What CiaoStay is building for this
We treat AI legibility as an operations problem with a medium-term build, not a marketing campaign. Five pieces are already in motion.
First, measurement at the point that matters. The Meta pixel and server-side Conversions API now sit on the Kross booking engine itself, not only on the website, so a booking that originates from AI discovery or a direct campaign is actually recorded as revenue with its value and currency. Without conversion data at the engine, optimising for direct bookings is guesswork.
Second, structured, machine-readable listing data, so each property can be parsed by an assistant with confidence about location, price band and type rather than inferred from loose prose.
Third, answer-shaped editorial content, the kind you are reading, built on dated figures and named regulations, Legal Notice 92 of 2026 and the MTCA framework, precisely because those are the signals AI engines cite.
Fourth, consistency of property details across Booking, Airbnb, Google and our own site, removing the contradictions that erode machine confidence.

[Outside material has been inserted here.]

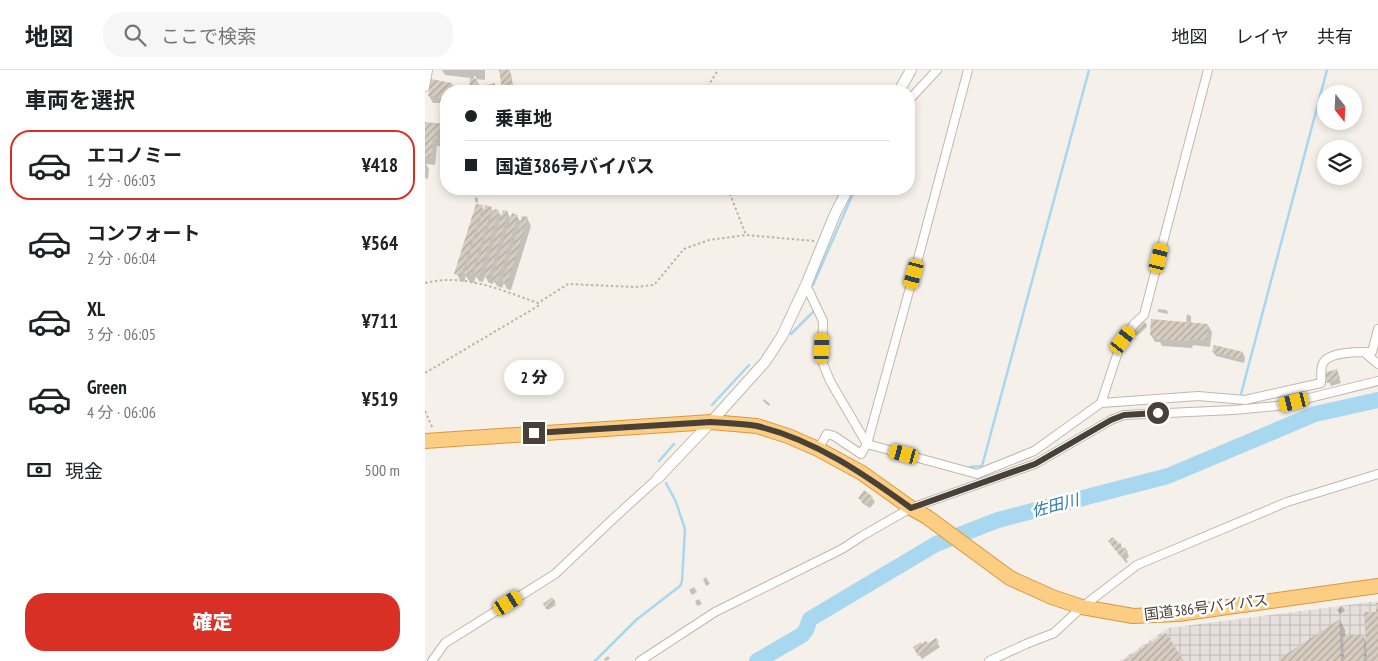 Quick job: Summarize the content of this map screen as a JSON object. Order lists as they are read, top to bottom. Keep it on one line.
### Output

Fifth, a genuine direct price advantage passed through at the Kross checkout, so that when AI hands us a high-intent guest, the redirect actually converts instead of bouncing back to the platform the guest trusts.
Where this goes
The operators who win the AI-routing era will not be the ones with the cleverest captions. They will be the ones whose property data a machine can read and whose direct checkout converts the intent the assistant has already built. Malta is a useful place to watch this play out, because Legal Notice 92 is already separating professional operators from improvised ones on compliance. AI legibility is about to become a second filter on the same axis, and it will sort the market faster than the licensing did.